* _Goal of the exercise_
Return the listing below unchanged, but without pictures.

* _Provided material_

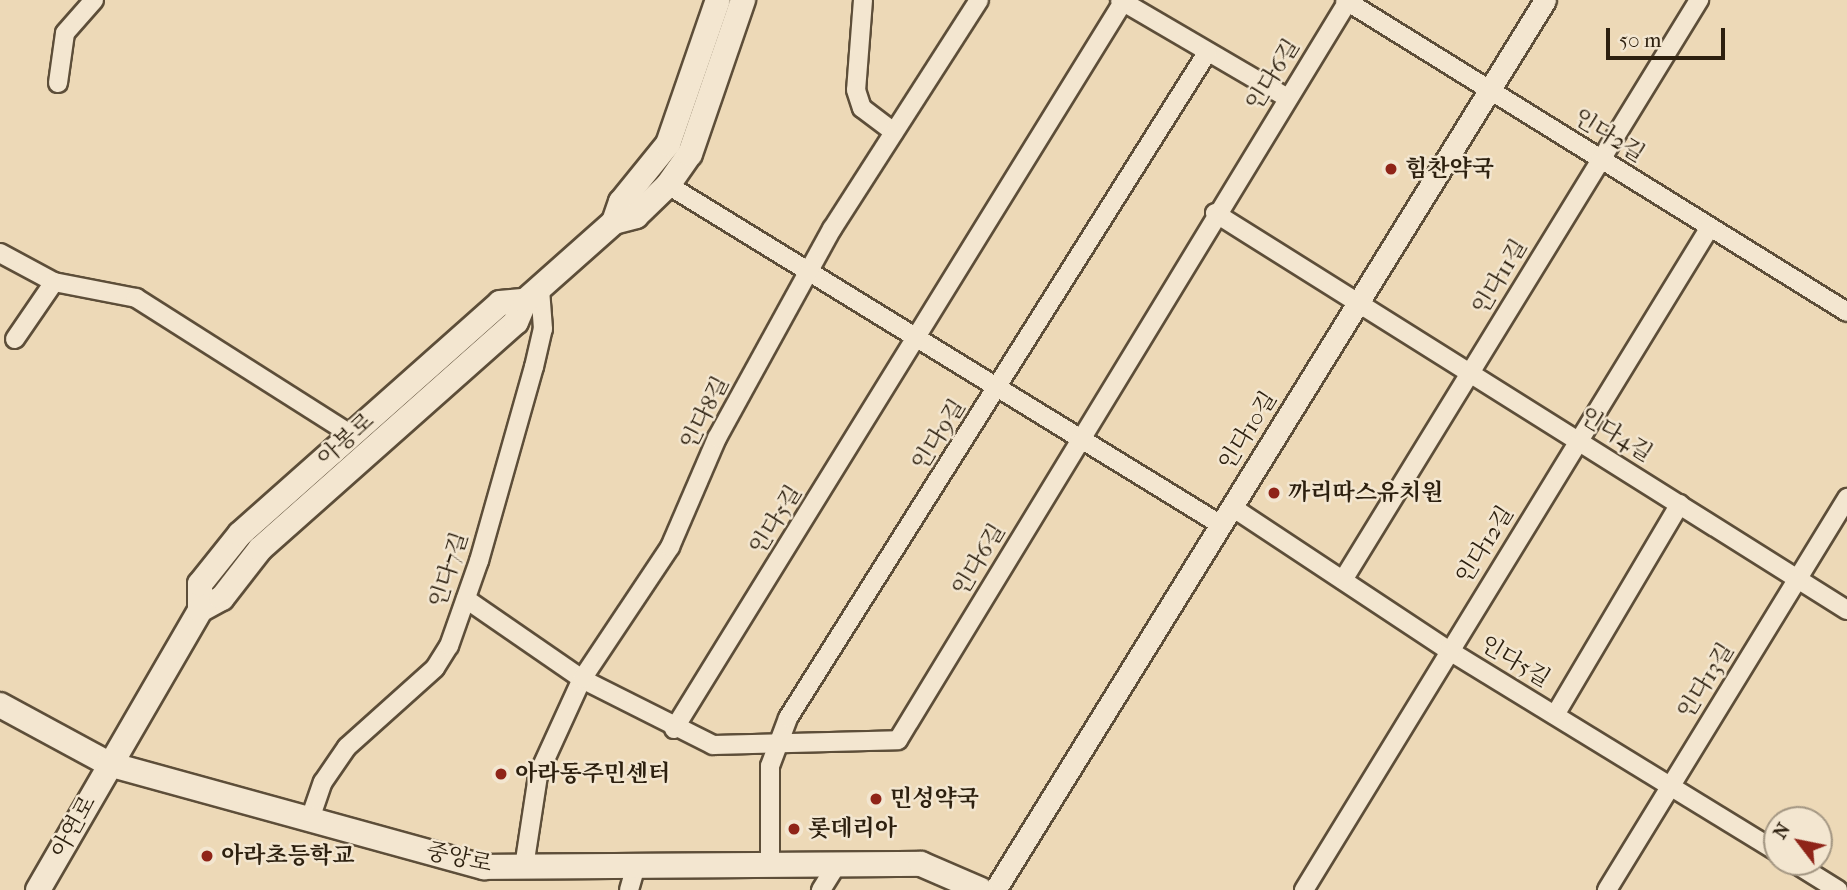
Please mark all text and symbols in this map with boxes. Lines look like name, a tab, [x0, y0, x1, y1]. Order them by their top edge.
scale bar	[1609, 14, 1728, 58]
text: 50 m	[1619, 28, 1662, 52]
street label: 인다6길	[1240, 34, 1306, 116]
street label: 인다2길	[1568, 104, 1650, 168]
place label: 힘찬약국	[1405, 155, 1494, 183]
marker: 힘찬약국	[1383, 161, 1399, 177]
street label: 인다11길	[1467, 234, 1533, 320]
street label: 인다8길	[675, 372, 735, 454]
street label: 인다10길	[1213, 387, 1283, 475]
street label: 인다9길	[906, 394, 972, 476]
street label: 인다4길	[1575, 402, 1657, 468]
street label: 아봉로	[312, 407, 380, 473]
place label: 까리따스유치원	[1288, 479, 1444, 507]
street label: 인다5길	[744, 480, 808, 560]
marker: 까리따스유치원	[1266, 485, 1282, 501]
street label: 인다12길	[1450, 501, 1520, 589]
street label: 인다6길	[947, 519, 1011, 601]
street label: 인다7길	[424, 529, 474, 611]
street label: 인다5길	[1475, 630, 1555, 694]
street label: 인다13길	[1672, 638, 1740, 724]
place label: 아라동주민센터	[515, 760, 671, 788]
marker: 아라동주민센터	[493, 766, 509, 782]
place label: 민성약국	[890, 785, 979, 813]
street label: 아연로	[46, 791, 102, 863]
marker: 민성약국	[868, 791, 884, 807]
north arrow	[1763, 806, 1833, 876]
place label: 롯데리아	[808, 815, 897, 843]
text: N	[1769, 819, 1795, 843]
marker: 롯데리아	[786, 821, 802, 837]
street label: 중앙로	[424, 838, 494, 878]
place label: 아라초등학교	[221, 842, 354, 870]
marker: 아라초등학교	[199, 848, 215, 864]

* _Expected output_
Please mark all text and symbols in this map with boxes. Lines look like name, a tab, [x0, y0, x1, y1]. Order them by their top edge.
scale bar	[1609, 14, 1728, 58]
text: 50 m	[1619, 28, 1662, 52]
street label: 인다6길	[1240, 34, 1306, 116]
street label: 인다2길	[1568, 104, 1650, 168]
place label: 힘찬약국	[1405, 155, 1494, 183]
marker: 힘찬약국	[1383, 161, 1399, 177]
street label: 인다11길	[1467, 234, 1533, 320]
street label: 인다8길	[675, 372, 735, 454]
street label: 인다10길	[1213, 387, 1283, 475]
street label: 인다9길	[906, 394, 972, 476]
street label: 인다4길	[1575, 402, 1657, 468]
street label: 아봉로	[312, 407, 380, 473]
place label: 까리따스유치원	[1288, 479, 1444, 507]
street label: 인다5길	[744, 480, 808, 560]
marker: 까리따스유치원	[1266, 485, 1282, 501]
street label: 인다12길	[1450, 501, 1520, 589]
street label: 인다6길	[947, 519, 1011, 601]
street label: 인다7길	[424, 529, 474, 611]
street label: 인다5길	[1475, 630, 1555, 694]
street label: 인다13길	[1672, 638, 1740, 724]
place label: 아라동주민센터	[515, 760, 671, 788]
marker: 아라동주민센터	[493, 766, 509, 782]
place label: 민성약국	[890, 785, 979, 813]
street label: 아연로	[46, 791, 102, 863]
marker: 민성약국	[868, 791, 884, 807]
north arrow	[1763, 806, 1833, 876]
place label: 롯데리아	[808, 815, 897, 843]
text: N	[1769, 819, 1795, 843]
marker: 롯데리아	[786, 821, 802, 837]
street label: 중앙로	[424, 838, 494, 878]
place label: 아라초등학교	[221, 842, 354, 870]
marker: 아라초등학교	[199, 848, 215, 864]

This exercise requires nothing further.